Ausgabe 3 • 2011 | Editorial

Währungsschwäche und grüne Gesellschaftsspiele

Deutschland hat seine letzte große souveräne Entscheidung getroffen, so scheint es jedenfalls: Der Ausstieg aus der Atomenergie wird unsere Republik nachhaltiger verändern, als nachhaltig sein kann. Der neue Mainstream im Kanzleramt ist aber leider angstgetrieben, wie überhaupt Angst der neue starke Impulsgeber nationaler und supranationaler Konzessionen ist. Wir haben in der Finanzkrise durch die Sprache unserer Politiker gelernt, dass das Falsche im Hinblick auf die angebliche Rettung maroder Banken richtig ist, wenn man nur genug Furcht vor den Konsequenzen des Richtigen hat. Man schlägt mutlos keine Schlachten gegen drohgebärdige Gegner mehr, die verlustreich zu werden drohen, weil man den Krieg nicht verlieren will. Tatsächlich aber, und dafür braucht es keinen Clausewitz, ist diese Feigheit vor dem Feind der Anfang vom Ende. Die Weltregierung liegt längst in den Händen der Märkte, zumal der des Kapitals. Das ist nicht gut, weil sich hinter dieser ominösen Kraft nur eine Chimäre verbirgt. Was passiert denn wirklich, wenn die Akteure bluten, die den Planeten zu Tode spekulieren? Jedenfalls nicht so viel, wie ihr verbales Säbelrasseln verheißen soll. Die gröbsten Effekte, die Kleinaktionäre und Kleinanleger treffen, nimmt die Staatengemeinschaft auf Rechnung. Der Löwenanteil der im Bankensektor und seinen tiefgestaffelten Strukturen gebuchten Luft verpufft, und zwar zum Nachteil der rücksichtslosesten Profiteure. Wenn es schließlich ein paar »Player« weniger gibt, sind mit ihnen auch ein paar Gefahren für das Gemeinwesen gestorben.
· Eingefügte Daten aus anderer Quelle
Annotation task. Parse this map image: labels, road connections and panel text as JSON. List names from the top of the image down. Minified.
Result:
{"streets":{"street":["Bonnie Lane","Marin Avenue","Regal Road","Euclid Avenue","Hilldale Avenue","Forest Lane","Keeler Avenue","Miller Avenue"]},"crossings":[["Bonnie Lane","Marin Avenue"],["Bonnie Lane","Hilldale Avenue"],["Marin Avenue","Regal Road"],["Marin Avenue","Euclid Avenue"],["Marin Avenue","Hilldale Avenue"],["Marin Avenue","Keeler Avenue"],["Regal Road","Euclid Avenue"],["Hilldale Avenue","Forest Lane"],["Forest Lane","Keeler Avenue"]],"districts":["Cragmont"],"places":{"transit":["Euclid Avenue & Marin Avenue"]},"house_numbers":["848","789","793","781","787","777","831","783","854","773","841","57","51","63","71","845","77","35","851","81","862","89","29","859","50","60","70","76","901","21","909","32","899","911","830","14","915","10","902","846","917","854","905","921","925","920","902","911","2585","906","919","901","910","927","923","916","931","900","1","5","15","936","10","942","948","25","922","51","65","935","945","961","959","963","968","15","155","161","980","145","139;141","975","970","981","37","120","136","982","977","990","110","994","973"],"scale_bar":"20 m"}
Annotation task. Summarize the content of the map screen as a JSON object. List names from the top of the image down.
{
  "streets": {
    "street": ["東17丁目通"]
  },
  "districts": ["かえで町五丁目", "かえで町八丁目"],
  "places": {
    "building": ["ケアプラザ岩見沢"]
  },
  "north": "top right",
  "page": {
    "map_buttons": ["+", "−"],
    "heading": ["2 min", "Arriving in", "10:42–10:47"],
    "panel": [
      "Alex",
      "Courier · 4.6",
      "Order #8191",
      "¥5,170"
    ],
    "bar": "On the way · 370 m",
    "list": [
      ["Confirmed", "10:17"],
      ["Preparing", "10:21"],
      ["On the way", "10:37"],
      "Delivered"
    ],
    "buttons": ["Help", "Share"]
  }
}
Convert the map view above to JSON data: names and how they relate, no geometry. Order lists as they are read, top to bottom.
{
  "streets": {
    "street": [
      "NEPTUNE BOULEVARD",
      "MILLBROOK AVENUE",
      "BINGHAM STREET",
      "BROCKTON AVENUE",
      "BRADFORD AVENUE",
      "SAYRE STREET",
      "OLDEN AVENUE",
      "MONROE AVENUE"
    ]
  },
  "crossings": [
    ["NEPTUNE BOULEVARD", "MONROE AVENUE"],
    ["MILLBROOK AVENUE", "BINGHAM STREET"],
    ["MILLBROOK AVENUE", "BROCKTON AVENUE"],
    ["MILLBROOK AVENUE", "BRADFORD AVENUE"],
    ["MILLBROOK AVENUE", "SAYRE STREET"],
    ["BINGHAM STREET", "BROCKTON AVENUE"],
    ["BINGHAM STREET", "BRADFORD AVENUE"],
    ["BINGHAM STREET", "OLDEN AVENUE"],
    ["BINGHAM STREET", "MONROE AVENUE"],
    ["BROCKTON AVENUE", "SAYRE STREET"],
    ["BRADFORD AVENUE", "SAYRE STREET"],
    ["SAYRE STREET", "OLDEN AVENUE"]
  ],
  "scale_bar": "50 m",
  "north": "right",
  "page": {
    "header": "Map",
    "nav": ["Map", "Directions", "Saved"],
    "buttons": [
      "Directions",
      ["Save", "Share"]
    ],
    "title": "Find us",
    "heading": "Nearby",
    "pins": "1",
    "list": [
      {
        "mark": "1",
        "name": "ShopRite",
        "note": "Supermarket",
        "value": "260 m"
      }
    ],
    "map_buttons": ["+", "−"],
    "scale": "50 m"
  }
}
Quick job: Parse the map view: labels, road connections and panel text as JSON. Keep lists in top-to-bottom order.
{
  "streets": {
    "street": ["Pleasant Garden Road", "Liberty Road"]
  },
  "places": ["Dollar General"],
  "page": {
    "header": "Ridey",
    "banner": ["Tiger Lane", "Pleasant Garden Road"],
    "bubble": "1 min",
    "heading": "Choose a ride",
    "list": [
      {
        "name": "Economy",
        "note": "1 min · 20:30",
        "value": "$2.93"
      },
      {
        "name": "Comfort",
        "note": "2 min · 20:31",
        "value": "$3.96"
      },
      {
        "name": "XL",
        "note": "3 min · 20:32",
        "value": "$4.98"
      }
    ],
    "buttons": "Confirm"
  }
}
Nach dem Sündenfall mit der HRE wird nun der nächste Paradiesapfel an der Akropolis verspeist. Jeder Unternehmer weiß, dass Pleiten heilsam sind, weil sie zunächst einmal gravierende Fehler korrigieren. Der Bankrott als solcher ist nicht schön, aber das ist auch nicht die Frage. Er ist ein Vater des Risikos. Er mag durchaus heftig sein, aber er begrenzt wachsenden Schaden. Wir haben uns jedoch im Zeitalter der Globalisierung darauf verständigt, nur noch Chancen zu kennen, wobei wir auf der Haftungsseite durch die Sozialisierung roter Bilanzen alles dafür tun, dass es für vermeintlich systemrelevante Geldsauger bloß noch Gewinne gibt. Hier gehen die willfährigen Reparateure in der EU, in der EZB, in Paris und Berlin zu weit. Die Konstruktion gigantischer Garantiefonds ist nicht das Problem. Das System ist das Problem. Die Amerikaner sind hoffnungslos überschuldet. Die Japaner. Die Griechen. Wir sind es auch.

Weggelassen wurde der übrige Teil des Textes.